### EXERCISE
Only a number is wanted here: how many lines in the records below contain the string "heat".
═══ DATA TO EXAMINE
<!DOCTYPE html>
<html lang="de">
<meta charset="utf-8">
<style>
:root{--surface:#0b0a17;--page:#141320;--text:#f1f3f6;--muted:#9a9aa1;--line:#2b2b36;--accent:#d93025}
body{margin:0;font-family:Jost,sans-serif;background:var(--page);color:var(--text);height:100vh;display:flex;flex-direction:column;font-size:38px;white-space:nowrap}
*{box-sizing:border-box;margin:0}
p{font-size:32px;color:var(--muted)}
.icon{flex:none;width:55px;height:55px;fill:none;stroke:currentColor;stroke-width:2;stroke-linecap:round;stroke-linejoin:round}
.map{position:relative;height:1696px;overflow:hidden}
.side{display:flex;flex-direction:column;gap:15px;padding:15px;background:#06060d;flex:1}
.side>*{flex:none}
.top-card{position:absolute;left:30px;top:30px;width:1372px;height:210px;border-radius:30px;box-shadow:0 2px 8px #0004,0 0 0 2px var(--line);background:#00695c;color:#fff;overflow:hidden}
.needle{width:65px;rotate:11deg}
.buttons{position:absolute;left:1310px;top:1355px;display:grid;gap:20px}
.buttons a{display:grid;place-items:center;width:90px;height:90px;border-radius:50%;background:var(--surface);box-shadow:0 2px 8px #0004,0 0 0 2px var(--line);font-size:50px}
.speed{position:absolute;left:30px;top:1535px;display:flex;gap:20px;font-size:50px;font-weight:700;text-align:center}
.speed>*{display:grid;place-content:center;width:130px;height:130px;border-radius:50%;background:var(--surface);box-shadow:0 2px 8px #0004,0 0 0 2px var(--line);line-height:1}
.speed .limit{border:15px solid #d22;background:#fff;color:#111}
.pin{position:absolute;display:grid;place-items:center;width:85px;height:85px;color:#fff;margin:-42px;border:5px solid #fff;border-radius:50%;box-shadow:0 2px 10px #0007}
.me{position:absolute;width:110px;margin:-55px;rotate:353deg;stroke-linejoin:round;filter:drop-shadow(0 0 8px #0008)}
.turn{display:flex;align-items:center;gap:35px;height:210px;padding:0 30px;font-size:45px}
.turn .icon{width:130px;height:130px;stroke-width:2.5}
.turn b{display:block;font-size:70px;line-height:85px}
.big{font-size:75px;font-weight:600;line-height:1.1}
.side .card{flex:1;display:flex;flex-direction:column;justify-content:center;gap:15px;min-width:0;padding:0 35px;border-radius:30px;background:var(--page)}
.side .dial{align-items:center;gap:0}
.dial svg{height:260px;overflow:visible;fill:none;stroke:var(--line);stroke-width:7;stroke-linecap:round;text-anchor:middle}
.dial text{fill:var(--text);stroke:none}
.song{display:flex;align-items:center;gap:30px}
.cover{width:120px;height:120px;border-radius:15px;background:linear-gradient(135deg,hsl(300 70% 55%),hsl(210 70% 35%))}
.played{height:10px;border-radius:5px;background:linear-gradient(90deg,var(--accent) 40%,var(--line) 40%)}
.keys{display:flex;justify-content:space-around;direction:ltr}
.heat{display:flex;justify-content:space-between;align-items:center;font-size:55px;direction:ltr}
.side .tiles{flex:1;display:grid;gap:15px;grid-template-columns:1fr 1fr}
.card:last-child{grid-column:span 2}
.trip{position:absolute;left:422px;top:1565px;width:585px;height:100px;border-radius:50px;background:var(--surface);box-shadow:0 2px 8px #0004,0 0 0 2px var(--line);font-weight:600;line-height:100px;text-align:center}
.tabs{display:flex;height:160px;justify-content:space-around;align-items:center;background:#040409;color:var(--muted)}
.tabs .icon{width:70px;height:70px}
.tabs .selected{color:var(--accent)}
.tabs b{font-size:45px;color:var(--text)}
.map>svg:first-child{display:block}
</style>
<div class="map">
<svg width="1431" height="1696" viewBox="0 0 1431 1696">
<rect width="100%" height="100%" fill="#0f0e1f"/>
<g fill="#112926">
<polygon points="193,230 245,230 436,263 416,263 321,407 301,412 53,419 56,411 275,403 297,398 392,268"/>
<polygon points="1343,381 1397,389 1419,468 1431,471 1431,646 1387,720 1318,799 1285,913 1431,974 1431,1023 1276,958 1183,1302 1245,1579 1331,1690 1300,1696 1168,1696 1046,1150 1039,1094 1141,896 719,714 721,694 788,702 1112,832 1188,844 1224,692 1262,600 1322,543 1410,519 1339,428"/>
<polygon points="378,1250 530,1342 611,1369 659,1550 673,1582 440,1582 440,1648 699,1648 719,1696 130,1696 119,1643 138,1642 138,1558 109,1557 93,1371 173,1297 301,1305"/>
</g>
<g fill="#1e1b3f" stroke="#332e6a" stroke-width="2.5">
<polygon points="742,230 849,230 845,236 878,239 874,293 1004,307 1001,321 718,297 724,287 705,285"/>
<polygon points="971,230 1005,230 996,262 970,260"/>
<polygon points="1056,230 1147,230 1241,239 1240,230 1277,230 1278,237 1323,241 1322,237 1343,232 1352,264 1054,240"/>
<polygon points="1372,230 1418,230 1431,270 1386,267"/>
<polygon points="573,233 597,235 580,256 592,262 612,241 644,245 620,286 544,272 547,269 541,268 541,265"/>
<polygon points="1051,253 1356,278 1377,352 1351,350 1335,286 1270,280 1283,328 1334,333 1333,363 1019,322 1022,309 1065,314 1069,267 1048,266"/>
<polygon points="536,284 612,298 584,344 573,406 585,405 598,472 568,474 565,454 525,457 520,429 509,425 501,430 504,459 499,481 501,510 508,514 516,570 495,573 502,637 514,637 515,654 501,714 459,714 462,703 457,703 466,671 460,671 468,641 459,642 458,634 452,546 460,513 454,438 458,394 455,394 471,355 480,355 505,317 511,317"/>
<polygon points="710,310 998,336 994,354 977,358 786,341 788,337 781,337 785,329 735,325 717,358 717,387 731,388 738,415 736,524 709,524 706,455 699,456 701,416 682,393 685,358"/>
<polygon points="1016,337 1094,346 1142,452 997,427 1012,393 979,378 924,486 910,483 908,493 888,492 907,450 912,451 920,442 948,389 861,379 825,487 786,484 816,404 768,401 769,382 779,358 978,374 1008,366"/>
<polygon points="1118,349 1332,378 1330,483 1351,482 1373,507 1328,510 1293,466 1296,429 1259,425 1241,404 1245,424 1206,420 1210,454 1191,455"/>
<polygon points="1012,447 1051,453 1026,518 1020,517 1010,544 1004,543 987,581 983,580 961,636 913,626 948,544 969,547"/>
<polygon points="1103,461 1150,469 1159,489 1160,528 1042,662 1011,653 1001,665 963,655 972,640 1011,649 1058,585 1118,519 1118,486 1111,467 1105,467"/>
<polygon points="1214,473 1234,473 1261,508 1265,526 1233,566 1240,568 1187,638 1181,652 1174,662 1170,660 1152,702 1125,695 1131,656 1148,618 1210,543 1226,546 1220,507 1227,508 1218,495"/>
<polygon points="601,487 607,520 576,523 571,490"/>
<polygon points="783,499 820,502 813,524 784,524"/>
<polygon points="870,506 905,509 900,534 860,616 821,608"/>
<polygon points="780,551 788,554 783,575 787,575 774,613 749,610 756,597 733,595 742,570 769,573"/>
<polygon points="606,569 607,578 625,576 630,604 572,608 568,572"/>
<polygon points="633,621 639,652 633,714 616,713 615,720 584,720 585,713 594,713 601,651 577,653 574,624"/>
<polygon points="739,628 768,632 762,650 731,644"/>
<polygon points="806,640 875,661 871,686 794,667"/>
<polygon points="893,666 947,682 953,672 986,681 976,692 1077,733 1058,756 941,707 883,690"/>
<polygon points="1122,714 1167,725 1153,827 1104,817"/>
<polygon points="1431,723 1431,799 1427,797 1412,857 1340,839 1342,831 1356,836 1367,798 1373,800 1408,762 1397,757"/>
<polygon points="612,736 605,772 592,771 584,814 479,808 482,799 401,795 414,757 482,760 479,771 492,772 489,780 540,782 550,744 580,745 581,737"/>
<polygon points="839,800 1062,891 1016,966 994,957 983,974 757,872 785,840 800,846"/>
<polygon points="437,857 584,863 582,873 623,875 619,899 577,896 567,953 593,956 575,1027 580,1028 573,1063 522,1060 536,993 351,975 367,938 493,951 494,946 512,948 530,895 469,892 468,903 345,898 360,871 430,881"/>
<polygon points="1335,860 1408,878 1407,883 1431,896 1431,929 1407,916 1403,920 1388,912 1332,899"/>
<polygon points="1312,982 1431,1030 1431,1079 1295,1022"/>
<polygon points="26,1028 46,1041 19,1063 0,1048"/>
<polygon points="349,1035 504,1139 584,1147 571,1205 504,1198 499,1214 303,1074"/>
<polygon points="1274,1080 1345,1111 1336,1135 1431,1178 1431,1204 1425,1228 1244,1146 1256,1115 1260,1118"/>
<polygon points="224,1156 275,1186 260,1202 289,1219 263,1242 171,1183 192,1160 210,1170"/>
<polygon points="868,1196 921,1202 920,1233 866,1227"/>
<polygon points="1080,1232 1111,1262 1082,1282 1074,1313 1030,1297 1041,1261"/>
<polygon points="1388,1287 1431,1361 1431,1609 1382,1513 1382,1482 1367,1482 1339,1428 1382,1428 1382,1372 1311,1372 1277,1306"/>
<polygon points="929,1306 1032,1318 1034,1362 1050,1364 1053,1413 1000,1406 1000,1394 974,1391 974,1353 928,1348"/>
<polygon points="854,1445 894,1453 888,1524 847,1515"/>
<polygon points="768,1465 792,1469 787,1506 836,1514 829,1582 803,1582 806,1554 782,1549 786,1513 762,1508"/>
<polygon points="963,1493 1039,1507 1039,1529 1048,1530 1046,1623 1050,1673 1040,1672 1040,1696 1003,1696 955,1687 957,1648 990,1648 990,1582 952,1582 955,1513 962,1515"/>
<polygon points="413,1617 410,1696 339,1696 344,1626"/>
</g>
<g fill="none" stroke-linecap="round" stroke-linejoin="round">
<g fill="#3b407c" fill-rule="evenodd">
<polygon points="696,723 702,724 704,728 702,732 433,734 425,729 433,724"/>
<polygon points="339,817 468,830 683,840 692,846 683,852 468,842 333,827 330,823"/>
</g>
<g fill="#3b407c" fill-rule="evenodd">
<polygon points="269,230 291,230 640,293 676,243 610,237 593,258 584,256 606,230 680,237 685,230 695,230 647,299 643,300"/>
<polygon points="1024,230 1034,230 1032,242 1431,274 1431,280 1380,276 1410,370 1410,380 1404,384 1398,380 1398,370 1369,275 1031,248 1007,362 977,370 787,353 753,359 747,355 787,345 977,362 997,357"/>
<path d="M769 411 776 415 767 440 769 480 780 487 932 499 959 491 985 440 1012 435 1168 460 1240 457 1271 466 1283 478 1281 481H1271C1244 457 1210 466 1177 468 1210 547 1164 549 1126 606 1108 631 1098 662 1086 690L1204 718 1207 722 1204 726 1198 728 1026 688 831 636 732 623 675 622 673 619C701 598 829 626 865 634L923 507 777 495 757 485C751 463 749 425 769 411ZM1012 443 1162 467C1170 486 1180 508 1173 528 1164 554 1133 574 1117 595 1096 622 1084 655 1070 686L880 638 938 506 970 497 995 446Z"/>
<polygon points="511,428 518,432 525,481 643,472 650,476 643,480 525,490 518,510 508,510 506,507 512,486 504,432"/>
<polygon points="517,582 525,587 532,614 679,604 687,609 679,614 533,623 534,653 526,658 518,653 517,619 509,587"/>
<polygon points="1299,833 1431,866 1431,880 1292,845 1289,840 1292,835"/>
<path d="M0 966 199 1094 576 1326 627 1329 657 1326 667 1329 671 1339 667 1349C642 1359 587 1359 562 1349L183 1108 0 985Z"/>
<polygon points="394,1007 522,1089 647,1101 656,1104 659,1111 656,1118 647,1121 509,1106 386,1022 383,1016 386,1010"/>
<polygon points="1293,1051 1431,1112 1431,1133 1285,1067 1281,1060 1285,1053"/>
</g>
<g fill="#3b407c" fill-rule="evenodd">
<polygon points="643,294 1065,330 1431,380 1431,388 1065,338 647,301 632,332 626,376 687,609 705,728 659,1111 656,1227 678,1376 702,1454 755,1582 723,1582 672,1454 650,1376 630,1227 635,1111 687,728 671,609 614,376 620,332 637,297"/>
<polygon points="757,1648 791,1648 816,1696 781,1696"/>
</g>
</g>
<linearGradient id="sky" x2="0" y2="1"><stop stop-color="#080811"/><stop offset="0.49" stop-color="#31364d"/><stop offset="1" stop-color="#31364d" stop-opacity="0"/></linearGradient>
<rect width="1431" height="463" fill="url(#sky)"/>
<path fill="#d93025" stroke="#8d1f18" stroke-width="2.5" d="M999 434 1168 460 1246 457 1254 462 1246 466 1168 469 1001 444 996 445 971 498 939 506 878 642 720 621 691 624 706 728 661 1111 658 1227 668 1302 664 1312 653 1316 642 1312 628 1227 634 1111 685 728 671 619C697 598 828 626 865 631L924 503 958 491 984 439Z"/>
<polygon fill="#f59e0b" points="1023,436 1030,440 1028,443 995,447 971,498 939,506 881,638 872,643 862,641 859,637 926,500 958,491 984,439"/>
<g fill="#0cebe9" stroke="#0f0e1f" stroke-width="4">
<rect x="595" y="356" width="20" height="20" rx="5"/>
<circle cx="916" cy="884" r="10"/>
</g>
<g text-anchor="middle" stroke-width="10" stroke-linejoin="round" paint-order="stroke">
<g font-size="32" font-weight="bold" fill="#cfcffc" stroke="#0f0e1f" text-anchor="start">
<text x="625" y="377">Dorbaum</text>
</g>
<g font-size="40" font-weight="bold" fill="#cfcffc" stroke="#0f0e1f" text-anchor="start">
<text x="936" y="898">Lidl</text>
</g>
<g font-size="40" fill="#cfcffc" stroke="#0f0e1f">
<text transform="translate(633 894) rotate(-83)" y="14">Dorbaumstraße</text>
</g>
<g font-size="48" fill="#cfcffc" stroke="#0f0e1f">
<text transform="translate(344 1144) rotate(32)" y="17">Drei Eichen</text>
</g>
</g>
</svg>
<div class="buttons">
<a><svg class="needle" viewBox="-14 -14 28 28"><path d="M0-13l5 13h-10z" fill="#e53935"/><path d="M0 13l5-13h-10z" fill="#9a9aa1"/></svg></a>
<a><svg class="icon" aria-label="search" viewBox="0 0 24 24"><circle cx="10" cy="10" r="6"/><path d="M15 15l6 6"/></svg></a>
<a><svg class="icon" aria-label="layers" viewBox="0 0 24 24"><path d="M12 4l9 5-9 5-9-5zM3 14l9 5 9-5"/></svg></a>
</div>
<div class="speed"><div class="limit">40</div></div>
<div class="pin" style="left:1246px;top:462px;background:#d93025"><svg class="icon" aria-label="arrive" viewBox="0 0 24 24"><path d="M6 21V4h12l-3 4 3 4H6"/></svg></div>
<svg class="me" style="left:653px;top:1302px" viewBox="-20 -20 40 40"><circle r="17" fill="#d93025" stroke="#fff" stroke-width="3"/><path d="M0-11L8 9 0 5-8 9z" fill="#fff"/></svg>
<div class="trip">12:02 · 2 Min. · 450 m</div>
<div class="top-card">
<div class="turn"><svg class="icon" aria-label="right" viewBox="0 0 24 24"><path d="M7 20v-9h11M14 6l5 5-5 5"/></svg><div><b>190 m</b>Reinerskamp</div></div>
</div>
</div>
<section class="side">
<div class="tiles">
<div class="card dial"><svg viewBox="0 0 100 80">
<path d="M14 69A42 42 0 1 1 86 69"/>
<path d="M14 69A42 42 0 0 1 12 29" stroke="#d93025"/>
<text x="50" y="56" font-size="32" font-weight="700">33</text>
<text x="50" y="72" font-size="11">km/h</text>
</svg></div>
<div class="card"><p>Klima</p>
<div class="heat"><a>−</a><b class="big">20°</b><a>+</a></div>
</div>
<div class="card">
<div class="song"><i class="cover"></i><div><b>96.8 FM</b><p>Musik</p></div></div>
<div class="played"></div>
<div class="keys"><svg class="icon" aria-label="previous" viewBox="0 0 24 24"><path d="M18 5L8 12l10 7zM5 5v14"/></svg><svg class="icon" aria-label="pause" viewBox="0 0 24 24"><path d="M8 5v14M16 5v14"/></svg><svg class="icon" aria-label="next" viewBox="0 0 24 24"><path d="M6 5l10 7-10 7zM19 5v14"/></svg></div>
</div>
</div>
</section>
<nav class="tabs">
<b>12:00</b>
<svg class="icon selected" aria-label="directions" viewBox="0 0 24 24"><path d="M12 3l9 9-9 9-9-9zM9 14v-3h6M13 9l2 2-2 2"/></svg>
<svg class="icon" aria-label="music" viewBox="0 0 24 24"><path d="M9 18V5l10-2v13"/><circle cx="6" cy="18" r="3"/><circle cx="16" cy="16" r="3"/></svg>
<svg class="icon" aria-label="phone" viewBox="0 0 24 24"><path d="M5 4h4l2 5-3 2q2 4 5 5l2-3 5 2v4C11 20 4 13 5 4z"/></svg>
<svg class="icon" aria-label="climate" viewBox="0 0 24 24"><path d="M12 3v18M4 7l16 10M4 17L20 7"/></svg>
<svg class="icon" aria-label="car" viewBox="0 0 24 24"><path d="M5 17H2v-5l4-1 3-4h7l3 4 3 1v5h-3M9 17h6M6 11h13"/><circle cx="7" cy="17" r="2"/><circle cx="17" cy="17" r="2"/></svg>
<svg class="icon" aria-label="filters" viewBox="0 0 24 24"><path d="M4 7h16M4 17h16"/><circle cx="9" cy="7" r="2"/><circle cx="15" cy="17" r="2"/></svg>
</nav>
══════
### COMPLETED TASK
2